Local immune dysregulation

HPV does not disseminate and thus the local cervical immune response is a crucial factor in HPV replication. Components of the local immune system include the lymphocytes, both CD4 and CD8 cytotoxic cells, and the Langerhans antigen presenting cells. Spontaneous or treatment induced regression of cervical dysplasia is probably mediated by the cell mediated immune system, particularly T helper type 1 (Th1) lymphocytes and macrophages. Thus, it seems likely that suppression of the immune response would worsen the natural course. Both HIV and HPV affect the immune system.

Lymphocytes and cytokine production

CD4 : CD8 ratio

Cell mediated immunity is important in controlling HPV infection. CD8 cells are increased in CIN lesions.43 Bell et al documented a significantly greater number of lymphocytes in CIN lesions of HIV positive patients, none of whom had AIDS. Not only was there an increased number of lymphocytes, but these were within the epithelial squamous cells, as opposed to their normal subepithelial location. Despite increased numbers, there was an inverse CD4 : CD8 ratio, and it was hypothesised that the CD4 T cells may be ineffective in activating the recruited CD8 cytotoxic T cells.44 Olaitan et al analysed both systemic and cervical lymphocytes in HIV positive and negative controls, and found that the immunocompromised patients had decreased plasma and Langerhans cells in the cervix, but increased T cells. In addition, there was inversion of the CD4 : CD8 ratio independent of the systemic CD4 counts.45 Infiltrating CD4+ (T helper cells) and CD8+ (cytotoxic/suppressor T cells) are found in regressing warts. It is postulated that loss of the CD4+ T helper cells may mean that the local CD8 T cells are ineffective in bringing about regression.

Th cell profile

T helper cells can be classified as Th1 or Th2, a distinction based on the different cytokines that they secrete. Th1 cells secrete interleukin 2 (IL-2) and interferon γ (IFN-γ). Th2 cells secrete IL-4, IL-5, IL-10, and IL-13. Lymphocyte protection against viral (HPV) infection and tumours is mediated by Th1 cells and impaired by Th2 cells. Thus, Th1 cells represent the main component of cell mediated immunity against HPV infection and HPV associated neoplasms with impairment of this response by Th2 cells. IL-2 and IFN are most likely to be important. IL-2 production has been shown to be decreased and the IL-4 and IL-10 response increased in proportion to the extent of HPV infection. This Th2 profile has also been observed in Hodgkin's disease, renal cell carcinoma, and gliomas, and it has been suggested that the Th2 profile is associated with the persistence of viral infection and the development of neoplasms. Similar observations were made in asymptomatic HIV positive women.

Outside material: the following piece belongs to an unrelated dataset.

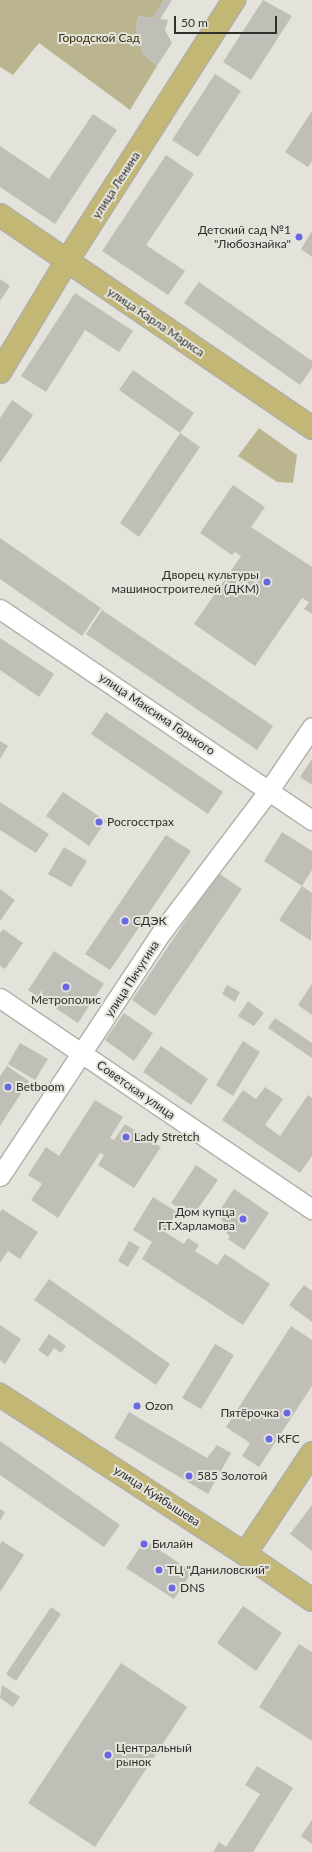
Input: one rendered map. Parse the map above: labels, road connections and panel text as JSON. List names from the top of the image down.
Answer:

It is yet to be determined whether the Th2–Th1 shift allows progression of the neoplasia, or whether it is induced secondarily by the tumour cells or the persistent viral infection.46 Evidence suggests that HPV infected keratinocytes can modify local cytokine profile. Concomitant HIV infection would thus worsen the immune profile.

Langerhans cells

Langerhans cells are the antigen presenting cells of the cervical squamous epithelium. Studies have shown their number and distribution to be of prognostic significance in lung, thyroid, gastric, and cervical cancers. These cells may be detected by a variety of methods, including thymocyte antigen (T6), adenosine triphosphatase (AT-Pase), major histocompatibility complex class II antigen, S-100 protein, and anti-CD1a. Furthermore, studies using different techniques have yielded contradictory findings of decreased, normal, and even increased numbers of Langerhans cells.47–49 Both HIV and HPV may affect these cells. A negative correlation was found between HPV replication and HPV E7 values and Langerhans cells. The S100 subset of Langerhans cells has been found to be decreased in CIN and HPV infection. In a comparative study between an HIV positive cohort and a matched control group, Spinillo found a significant reduction in Langerhans cell counts in CIN lesions in the HIV positive group.50 There was also an inverse correlation between HPV infection and the severity of CIN. Thus, impairment of local immunity may arise through a variety of interactions between HPV and HIV. HIV may directly deplete or affect the function of these cells. The reduction in numbers of Langerhans cells in CIN lesions devoid of HPV supports a direct role for HIV, and HIV is also known to target cells of the monocyte–macrophage lineage. HPV itself may depress the number of Langerhans cells, with numerous studies demonstrating a poor B cell and cytotoxic T lymphocyte response to HPV particles, with HIV merely facilitating replication of the HPV.51,52

Antibody production: local and systemic

Although HPV does not disseminate, and it is the local immune response that is of primary importance, current studies seem to implicate the systemic immune response. In a study by Marais et al comparing two cohorts of sex workers, one being positive for HIV, the other negative, more HIV positive women were found to mount an anti-VLP-16 (virus-like particle 16) IgG and IgA response in the cervix. This increased production of antibodies could result from the systemic polyclonal B cell proliferation characteristic of HIV infection. Despite this increased antibody response, the HIV positive patients were still unable to clear the HPV infection. They postulate that the local HPV antibody response does not seem to be relevant to their increased susceptibility to HPV infection.53 The HIV negative women who were able to clear the HPV infection had higher serum concentrations of anti-VLP-16 IgA. Thus, it is the serum values that are important in preventing persistent infection.

VIRAL–VIRAL INTERACTIONS

Whereas some scientists favour the hypothesis of indirect immune based interactions between the viruses, others favour a theory of direct molecular interaction. This is a reciprocal interaction, with a mutual increase in transmissibility as a result of either local immune compromise or compromise of mucosal integrity and mutual alteration of gene expression. Interaction between herpes simplex virus and HIV has been demonstrated and is understandable because they both express tropism for the same cell types. However, HPV and HIV seem to infect different cell types. HIV is postulated to infect CD4 T cells, macrophages, and Langerhans cells, M cells, dendritic cells of the human genital tract, and colonic, vaginal, laryngeal, adrenal, and renal epithelial cells. HPV infects the squamous epithelial cells of the cervical mucosa. Some have postulated that HIV can infect cervical cancer cell lines lacking CD4 receptors; however, Nuovo et al found no HIV-1 DNA or RNA in squamous epithelium.54,55 The detection of HIV virus in the macrophages marks these as an important reservoir and a potential mechanism for HPV–HIV interaction. In addition soluble factors and viral proteins may interact.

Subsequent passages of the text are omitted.